## WHAT YOU SHOULD DO
Copy all lines containing the string "built" from the records below.

------------------------------

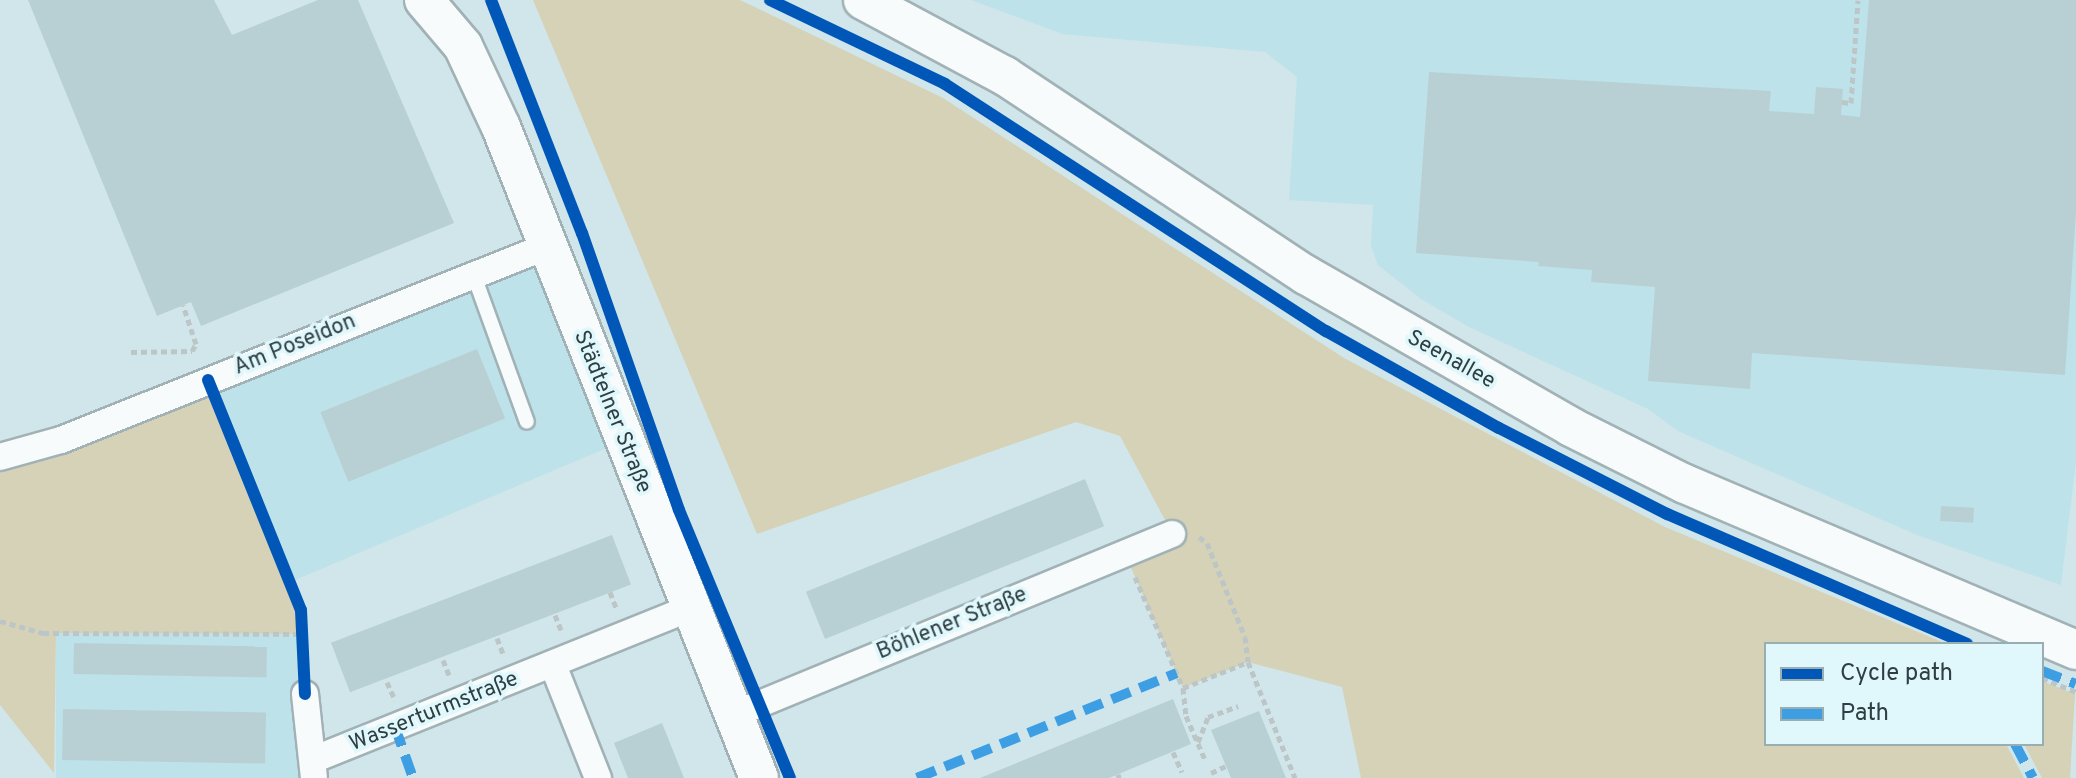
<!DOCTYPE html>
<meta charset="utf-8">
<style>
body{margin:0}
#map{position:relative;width:2076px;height:778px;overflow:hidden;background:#d0e6ea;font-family:Overpass,sans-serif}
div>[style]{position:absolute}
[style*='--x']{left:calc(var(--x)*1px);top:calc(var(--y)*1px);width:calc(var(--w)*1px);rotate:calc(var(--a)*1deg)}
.built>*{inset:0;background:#bee2e9;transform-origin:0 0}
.green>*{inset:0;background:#d6d2b7}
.building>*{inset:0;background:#b8d0d4;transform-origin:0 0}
.path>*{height:5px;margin-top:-2.5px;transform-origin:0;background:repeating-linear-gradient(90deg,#bdc6c7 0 6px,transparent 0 10px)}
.roads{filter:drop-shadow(2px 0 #a1b2b6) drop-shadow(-2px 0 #a1b2b6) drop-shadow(0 2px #a1b2b6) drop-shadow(0 -2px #a1b2b6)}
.lane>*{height:14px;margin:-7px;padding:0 7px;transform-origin:7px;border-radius:7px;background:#f8fbfc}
.street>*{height:26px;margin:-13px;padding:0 13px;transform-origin:13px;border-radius:13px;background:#f8fbfc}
.secondary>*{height:38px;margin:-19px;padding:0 19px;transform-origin:19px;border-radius:19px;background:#f8fbfc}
.quiet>*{height:10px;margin-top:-5px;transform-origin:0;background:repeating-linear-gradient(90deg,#3d9ee3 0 20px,transparent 0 30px)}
.cycleway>*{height:12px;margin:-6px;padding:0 6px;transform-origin:6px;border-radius:6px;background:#0057b8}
span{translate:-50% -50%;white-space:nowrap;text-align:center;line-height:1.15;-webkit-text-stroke:7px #e0f8fc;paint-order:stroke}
.street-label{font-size:22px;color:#2e3e41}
.legend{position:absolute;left:1764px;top:642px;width:280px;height:104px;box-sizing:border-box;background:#e0f8fc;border:2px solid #99aeb1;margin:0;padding:10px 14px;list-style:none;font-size:24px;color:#2e3e41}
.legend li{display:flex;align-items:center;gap:16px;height:40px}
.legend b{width:40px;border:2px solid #99aeb1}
</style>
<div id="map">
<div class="built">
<div style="clip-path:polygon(971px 0,2076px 0,2076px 462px,2061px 585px,1917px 535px,1678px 431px,1648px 409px,1469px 327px,1421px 299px,1378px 265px,1371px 246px,1373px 205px,1289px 200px,1297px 77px,1265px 52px,1062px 34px)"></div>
<div style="left:545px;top:247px;width:209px;height:362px;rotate:67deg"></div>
<div style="left:56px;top:633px;width:247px;height:145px"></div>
</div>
<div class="green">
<div style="clip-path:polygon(533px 0,740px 0,943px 98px,1344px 358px,1665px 527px,1947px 644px,1766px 644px,1766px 744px,2006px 744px,2024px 778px,1361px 778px,1342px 687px,1248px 662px,1183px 688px,1125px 554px,1172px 533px,1120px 436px,1076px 422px,757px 534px)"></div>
<div style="clip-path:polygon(208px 380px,301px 610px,303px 634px,56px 633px,54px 773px,0 705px,0 457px)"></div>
<div style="clip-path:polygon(2042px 681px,2075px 694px,2070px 778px,2042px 778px,2024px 744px,2042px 744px)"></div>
</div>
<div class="building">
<div style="clip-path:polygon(28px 0,214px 0,232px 35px,318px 0,358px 0,454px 223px,201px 326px,191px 302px,157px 316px)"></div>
<div style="clip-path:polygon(1869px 0,2076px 0,2076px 211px,2065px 375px,1752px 353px,1750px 389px,1648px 381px,1655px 287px,1591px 282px,1592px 270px,1538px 266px,1539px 262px,1416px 253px,1429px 72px,1771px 91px,1769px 111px,1814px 114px,1816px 87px,1843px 89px,1841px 115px,1860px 117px)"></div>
<div style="left:477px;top:349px;width:75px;height:169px;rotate:68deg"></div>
<div style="left:1085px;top:479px;width:51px;height:301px;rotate:68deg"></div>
<div style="left:1941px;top:506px;width:33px;height:15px;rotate:3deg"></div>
<div style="left:612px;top:535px;width:53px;height:301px;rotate:69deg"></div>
<div style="left:74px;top:643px;width:193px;height:31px;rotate:1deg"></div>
<div style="clip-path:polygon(1173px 699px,1191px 744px,1109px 778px,980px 778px)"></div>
<div style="left:63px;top:709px;width:203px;height:51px;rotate:1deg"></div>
<div style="clip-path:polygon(1259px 711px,1286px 778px,1231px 778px,1211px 730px)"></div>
<div style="clip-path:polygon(662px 723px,684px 778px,628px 778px,614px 743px)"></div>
</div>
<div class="path">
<div style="--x:1842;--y:102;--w:9;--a:6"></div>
<div style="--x:1851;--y:103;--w:103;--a:-86.1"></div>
<div style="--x:131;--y:352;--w:61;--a:-0.9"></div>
<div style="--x:192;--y:351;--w:8;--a:-60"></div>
<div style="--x:196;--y:344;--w:41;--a:-108.4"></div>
<div style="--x:1199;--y:537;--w:10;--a:37"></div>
<div style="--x:1207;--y:543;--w:101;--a:68"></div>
<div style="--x:1245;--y:637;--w:25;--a:83"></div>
<div style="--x:1248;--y:662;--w:125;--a:67.9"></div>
<div style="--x:1135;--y:577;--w:121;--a:66.6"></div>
<div style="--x:1183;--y:688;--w:70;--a:-21.8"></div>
<div style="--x:610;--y:592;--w:17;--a:69"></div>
<div style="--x:555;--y:615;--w:18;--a:68"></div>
<div style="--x:0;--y:621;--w:45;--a:15.6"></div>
<div style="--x:43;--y:633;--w:260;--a:0.2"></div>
<div style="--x:497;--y:638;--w:19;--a:69"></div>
<div style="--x:443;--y:660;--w:18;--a:68"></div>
<div style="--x:2042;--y:678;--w:37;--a:22"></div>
<div style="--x:387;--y:682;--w:20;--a:66"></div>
<div style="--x:1183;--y:688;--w:28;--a:84"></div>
<div style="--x:1186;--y:716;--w:50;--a:66.5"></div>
<div style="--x:1198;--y:742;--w:27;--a:-68"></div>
<div style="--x:1208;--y:717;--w:32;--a:-20"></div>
<div style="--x:1173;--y:752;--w:22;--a:66"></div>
<div style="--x:1211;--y:773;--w:17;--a:-25"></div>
<div style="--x:1118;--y:774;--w:4;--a:76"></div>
</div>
<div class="roads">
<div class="lane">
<div style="--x:473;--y:273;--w:158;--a:70.1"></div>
</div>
<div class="street">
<div style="--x:0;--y:457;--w:63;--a:-15.6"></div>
<div style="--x:61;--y:440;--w:521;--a:-21.74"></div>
<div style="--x:553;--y:665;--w:122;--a:68.3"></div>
<div style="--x:305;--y:694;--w:84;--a:83.9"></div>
<div style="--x:733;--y:715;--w:475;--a:-22.4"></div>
<div style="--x:315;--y:759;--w:402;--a:-21.9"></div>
</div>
<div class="secondary">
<div style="--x:424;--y:0;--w:60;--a:49.7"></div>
<div style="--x:463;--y:46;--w:89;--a:64.9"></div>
<div style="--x:501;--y:127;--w:700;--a:68.38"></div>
<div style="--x:863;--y:0;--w:161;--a:28.2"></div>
<div style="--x:1005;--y:76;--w:361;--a:33.5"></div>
<div style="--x:1306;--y:275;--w:305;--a:29.8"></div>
<div style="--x:1571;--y:427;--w:127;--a:26.6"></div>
<div style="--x:1685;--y:484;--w:425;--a:23"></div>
</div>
</div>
<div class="quiet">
<div style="--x:2042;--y:671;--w:36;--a:21"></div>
<div style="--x:395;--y:727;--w:54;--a:70.6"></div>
<div style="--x:2015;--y:744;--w:38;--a:62"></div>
<div style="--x:917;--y:778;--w:280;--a:-22"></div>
</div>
<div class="cycleway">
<div style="--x:491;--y:0;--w:250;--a:68.7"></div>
<div style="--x:582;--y:233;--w:293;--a:70.7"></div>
<div style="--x:679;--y:510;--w:290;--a:67.5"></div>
<div style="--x:770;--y:0;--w:194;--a:25.6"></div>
<div style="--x:945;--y:84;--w:454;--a:33"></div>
<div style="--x:1326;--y:331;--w:198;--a:29.3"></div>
<div style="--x:1499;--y:428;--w:189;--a:27.1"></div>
<div style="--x:1667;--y:514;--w:327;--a:23.4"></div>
<div style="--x:208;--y:380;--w:248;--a:68"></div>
<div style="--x:301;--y:610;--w:84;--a:87.3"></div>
</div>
<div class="street-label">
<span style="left:295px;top:345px;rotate:-22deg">Am Poseidon</span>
<span style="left:1451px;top:360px;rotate:29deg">Seenallee</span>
<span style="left:612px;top:412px;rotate:68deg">Städtelner Straße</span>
<span style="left:952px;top:624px;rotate:-22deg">Böhlener Straße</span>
<span style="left:434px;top:712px;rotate:-22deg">Wasserturmstraße</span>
</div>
<ul class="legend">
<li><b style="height:10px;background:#0057b8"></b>Cycle path</li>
<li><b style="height:10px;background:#3d9ee3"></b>Path</li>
</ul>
</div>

------------------------------

## EXERCISE SOLUTION
.built>*{inset:0;background:#bee2e9;transform-origin:0 0}
<div class="built">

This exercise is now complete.